Restricting Tobacco Causes Crime
South Africa’s government must recognise that its war on tobacco is not a public health policy but a self-inflicted wound.
South Africa’s war on smokers has become a war on taxpayers, law enforcement, and the rule of law itself. By taxing tobacco into oblivion and outlawing its sale, the state has not curbed addiction. It has fed organised crime.
The government’s insistence on restricting the rights of smokers is not just harming smokers. It has cost the fiscus potential billions in lost tax revenue, as well as enabling criminal syndicates to flourish.
While the ludicrous 2020 lockdown ban may have lasted only 5 months, it resulted in a permanent shift in the tobacco industry. Combined with overtaxed cigarettes, the lockdown gave consumers a taste of cheap, illicit tobacco. This has resulted in R72.2 billion in lost tax revenue for the period of 2020-2022, and over 35 991 job losses. What was meant to be a public health measure became a state-sponsored subsidy for crime.
As a direct result of the five-month ban and its continued effects, the illicit market grew from an approximate 39% share of the market in 2019, to 62.9% as of 2022. The share now is likely closer to 70%.
90% of smokers continued to buy cigarettes, giving money to criminal syndicates and proving the prohibition and any attempt to ban cigarettes as ultimately fruitless. Even after the ban was lifted, these illegal brands continued to be the favourites of smokers, as they did not have to pay excise.
Government has taxed tobacco far beyond the Laffer threshold, diminishing the overall tax now gained from tobacco. If taxes were kept reasonable, then consumers would have stuck with legal brands that pay tax. But now, they are forced to purchase illicit, untaxed goods to feed their habit.

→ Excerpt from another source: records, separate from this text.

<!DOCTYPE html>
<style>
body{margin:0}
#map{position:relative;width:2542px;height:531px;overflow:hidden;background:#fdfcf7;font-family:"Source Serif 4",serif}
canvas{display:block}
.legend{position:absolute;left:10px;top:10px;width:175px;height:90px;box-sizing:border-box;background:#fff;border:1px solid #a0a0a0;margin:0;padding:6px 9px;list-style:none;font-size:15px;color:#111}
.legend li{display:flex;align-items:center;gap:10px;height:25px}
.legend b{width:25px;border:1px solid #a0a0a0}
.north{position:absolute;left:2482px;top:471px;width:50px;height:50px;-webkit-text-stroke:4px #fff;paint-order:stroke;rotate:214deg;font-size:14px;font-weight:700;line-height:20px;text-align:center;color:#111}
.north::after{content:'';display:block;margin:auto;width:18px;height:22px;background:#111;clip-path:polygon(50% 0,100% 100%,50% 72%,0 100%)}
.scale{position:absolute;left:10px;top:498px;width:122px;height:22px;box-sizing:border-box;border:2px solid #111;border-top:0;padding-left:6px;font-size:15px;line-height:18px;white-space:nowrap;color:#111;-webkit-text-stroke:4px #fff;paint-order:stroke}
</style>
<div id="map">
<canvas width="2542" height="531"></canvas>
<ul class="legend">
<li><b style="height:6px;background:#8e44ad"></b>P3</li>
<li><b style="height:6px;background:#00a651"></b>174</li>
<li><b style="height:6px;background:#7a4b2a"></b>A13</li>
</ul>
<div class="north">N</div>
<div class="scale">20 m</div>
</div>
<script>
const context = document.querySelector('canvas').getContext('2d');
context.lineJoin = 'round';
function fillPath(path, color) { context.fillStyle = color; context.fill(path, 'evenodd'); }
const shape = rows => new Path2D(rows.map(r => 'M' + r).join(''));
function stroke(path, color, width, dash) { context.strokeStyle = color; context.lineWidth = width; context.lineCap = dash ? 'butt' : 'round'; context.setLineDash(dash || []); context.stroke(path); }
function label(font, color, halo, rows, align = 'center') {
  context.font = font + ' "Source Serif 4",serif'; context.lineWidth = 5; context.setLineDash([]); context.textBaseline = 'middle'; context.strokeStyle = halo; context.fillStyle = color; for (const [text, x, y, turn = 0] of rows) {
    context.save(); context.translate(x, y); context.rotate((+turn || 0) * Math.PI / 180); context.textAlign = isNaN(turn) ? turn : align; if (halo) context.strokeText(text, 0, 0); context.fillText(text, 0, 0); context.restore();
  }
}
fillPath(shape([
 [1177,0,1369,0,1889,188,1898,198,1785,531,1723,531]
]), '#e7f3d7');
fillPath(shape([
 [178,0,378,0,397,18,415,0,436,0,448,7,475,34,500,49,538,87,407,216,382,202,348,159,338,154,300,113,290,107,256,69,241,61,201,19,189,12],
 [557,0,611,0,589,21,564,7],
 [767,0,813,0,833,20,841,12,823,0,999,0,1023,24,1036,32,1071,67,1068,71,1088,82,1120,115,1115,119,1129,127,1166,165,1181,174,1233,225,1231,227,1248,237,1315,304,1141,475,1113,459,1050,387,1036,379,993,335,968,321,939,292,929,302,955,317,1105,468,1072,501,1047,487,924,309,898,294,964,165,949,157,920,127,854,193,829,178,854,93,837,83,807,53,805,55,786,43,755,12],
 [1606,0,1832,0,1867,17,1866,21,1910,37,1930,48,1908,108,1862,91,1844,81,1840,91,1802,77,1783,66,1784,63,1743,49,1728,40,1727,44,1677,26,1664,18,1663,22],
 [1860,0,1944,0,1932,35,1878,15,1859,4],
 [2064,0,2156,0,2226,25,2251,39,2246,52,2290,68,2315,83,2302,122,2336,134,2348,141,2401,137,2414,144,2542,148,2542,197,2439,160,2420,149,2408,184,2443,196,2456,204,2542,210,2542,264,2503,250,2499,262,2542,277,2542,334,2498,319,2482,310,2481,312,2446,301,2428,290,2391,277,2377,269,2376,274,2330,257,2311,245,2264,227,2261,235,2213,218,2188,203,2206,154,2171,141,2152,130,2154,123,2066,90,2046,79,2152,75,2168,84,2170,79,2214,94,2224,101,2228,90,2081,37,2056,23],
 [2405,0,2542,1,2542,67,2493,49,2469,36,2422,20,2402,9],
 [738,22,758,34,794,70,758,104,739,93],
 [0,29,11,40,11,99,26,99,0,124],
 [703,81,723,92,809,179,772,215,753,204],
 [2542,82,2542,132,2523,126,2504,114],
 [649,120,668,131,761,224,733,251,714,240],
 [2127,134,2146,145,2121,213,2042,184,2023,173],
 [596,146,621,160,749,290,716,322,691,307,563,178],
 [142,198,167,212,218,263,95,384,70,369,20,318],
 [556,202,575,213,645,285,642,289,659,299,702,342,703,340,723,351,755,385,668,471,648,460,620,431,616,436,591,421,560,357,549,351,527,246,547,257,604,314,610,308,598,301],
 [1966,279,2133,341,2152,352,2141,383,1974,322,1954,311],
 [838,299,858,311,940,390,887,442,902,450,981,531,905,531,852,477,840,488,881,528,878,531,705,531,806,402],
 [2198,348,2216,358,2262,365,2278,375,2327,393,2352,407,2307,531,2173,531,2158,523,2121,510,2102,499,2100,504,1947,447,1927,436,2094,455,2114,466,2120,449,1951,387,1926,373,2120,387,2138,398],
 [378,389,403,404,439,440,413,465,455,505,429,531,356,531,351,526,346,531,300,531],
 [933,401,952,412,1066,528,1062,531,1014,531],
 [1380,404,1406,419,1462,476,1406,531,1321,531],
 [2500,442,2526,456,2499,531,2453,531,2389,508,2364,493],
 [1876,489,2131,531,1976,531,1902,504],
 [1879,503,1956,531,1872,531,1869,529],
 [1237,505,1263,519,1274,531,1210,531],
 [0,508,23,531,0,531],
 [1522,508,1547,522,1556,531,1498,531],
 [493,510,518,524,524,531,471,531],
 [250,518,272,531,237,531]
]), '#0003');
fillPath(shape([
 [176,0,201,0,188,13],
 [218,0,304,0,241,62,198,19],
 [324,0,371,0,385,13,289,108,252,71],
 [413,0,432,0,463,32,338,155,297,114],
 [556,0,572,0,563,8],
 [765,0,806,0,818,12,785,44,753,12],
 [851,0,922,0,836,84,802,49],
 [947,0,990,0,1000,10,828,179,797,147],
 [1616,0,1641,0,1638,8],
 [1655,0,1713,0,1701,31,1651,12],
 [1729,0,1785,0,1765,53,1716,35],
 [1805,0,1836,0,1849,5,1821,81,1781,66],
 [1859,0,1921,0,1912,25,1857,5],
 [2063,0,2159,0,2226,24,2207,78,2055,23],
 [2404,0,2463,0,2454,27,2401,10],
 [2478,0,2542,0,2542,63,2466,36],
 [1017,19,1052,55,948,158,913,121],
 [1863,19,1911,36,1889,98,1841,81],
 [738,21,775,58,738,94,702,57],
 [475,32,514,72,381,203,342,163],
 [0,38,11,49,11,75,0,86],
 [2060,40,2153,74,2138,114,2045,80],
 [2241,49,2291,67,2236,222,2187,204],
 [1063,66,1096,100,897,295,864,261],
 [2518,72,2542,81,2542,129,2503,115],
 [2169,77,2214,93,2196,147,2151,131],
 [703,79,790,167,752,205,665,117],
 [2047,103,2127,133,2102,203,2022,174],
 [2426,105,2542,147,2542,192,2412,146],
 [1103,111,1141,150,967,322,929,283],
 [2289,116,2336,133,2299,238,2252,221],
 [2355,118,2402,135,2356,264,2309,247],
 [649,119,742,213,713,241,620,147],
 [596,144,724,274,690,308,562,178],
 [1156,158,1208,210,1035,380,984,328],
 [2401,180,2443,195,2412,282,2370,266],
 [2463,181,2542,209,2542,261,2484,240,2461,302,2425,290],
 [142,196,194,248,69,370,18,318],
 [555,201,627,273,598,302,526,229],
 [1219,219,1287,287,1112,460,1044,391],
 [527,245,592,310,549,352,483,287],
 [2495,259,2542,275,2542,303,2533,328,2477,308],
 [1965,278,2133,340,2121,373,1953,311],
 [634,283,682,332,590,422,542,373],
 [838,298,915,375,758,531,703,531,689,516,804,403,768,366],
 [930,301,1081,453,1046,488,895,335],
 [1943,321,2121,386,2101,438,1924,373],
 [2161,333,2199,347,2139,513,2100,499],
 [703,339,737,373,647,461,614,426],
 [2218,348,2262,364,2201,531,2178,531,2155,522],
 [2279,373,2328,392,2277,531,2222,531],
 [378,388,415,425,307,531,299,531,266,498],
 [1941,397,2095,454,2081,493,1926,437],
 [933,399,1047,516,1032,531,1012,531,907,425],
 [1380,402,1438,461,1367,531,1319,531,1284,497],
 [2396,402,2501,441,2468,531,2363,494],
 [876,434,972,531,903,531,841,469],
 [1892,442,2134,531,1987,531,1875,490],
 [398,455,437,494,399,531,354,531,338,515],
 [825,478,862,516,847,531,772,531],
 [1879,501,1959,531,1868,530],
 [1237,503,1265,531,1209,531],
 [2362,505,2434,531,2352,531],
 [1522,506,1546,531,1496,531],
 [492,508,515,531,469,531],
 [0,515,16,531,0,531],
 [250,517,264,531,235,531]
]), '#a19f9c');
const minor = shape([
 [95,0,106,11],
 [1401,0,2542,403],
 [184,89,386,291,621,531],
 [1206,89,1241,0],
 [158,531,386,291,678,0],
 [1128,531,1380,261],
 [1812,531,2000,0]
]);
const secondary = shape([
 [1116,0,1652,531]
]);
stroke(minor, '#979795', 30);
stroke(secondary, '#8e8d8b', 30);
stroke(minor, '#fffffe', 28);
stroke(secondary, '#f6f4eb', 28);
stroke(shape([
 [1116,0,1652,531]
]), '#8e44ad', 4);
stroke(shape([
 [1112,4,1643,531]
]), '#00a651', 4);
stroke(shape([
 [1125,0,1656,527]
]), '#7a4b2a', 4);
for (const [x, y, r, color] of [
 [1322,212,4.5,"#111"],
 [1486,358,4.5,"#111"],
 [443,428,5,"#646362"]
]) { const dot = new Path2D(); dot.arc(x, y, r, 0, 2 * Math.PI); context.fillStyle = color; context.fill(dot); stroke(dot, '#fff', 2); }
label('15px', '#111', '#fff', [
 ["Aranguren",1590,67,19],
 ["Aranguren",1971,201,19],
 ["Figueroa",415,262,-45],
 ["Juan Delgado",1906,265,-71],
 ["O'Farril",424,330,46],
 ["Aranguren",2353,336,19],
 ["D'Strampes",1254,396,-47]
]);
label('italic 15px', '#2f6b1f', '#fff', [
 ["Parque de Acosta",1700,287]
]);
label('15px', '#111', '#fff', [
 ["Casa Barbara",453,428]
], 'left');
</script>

The lockdown ban was so effective in pushing consumers into the hands of criminal syndicates that these criminals had to up their game. They had to adopt more advanced money laundering techniques, and with new revenues became much more capable of expanding into other illicit industries – much less innocent than untaxed cigarettes.
Every Rand spent on illegal cigarettes is not just less money for the fiscus. It’s a Rand that could be used to arm a gang with illegal weapons. A Rand that could be used to smuggle a person, not a cig. A Rand that could be used to bribe our officials, perverting our democracy into becoming more of a mafia state.
Then Minister of Cooperative Governance and Traditional Affairs Nkosazana Dlamini-Zuma was the mastermind behind the 2020 ban. In later court cases challenging the ban, her legal team acknowledged that she knew that criminals would profit from the ban. They called it an “unfortunate reality.”
Allegations that Dlamini-Zuma is associated with Adriano Mazzotti, a suspected cigarette smuggler, just adds to the possibility that corrupt government officials are driving anti-tobacco policies to enrich themselves.
The war on smokers didn’t stop after the lockdown ban was lifted. The proposed Tobacco Bill, which ended its consultation period in parliament in September 2025, aims to drastically reduce smoking through a cocktail of ill-thought-out regulations, with the most worrying of all being that the Minister of Health will be equipped to pass new regulations without parliamentary oversight.
The Tobacco Bill will doubtlessly benefit criminals and push more law-abiding smokers into the arms of the illicit cigarette trade. That means less tax revenue, a shrunken legitimate industry, and the continued dismantling of law and order.
It doesn’t matter if you don’t like cigarettes. It doesn’t matter if you think there is a public health crisis surrounding cigarettes. Like alcohol prohibition in the United States caused the rise of the Mafia, cigarette prohibition and restrictions has led to the rise of criminal syndicates that will only escalate in power and violence.
If we want to increase tax revenue which can be spent on infrastructure, education, law enforcement and healthcare, and if we want law and order to prevail, we need to end this fruitless crusade against legal cigarettes and equip the legitimate industry with the ability to counter the smugglers – by providing policy certainty and lower taxes.
South Africa’s government must recognise that its war on tobacco is not a public health policy but a self-inflicted wound. By driving consumers into the black market, it has enriched criminals, impoverished the fiscus, and undermined respect for the law.
The only way to reverse this damage is to abandon prohibitionist thinking and embrace a rational policy framework that encourages legal trade, moderate taxation, and transparent regulation. A free and lawful market is the best weapon against organised crime, not another layer of bans and bureaucratic control.
Nicholas Woode-Smith is the managing editor of the Rational Standard and a senior associate of the Free Market Foundation. He writes in his personal capacity.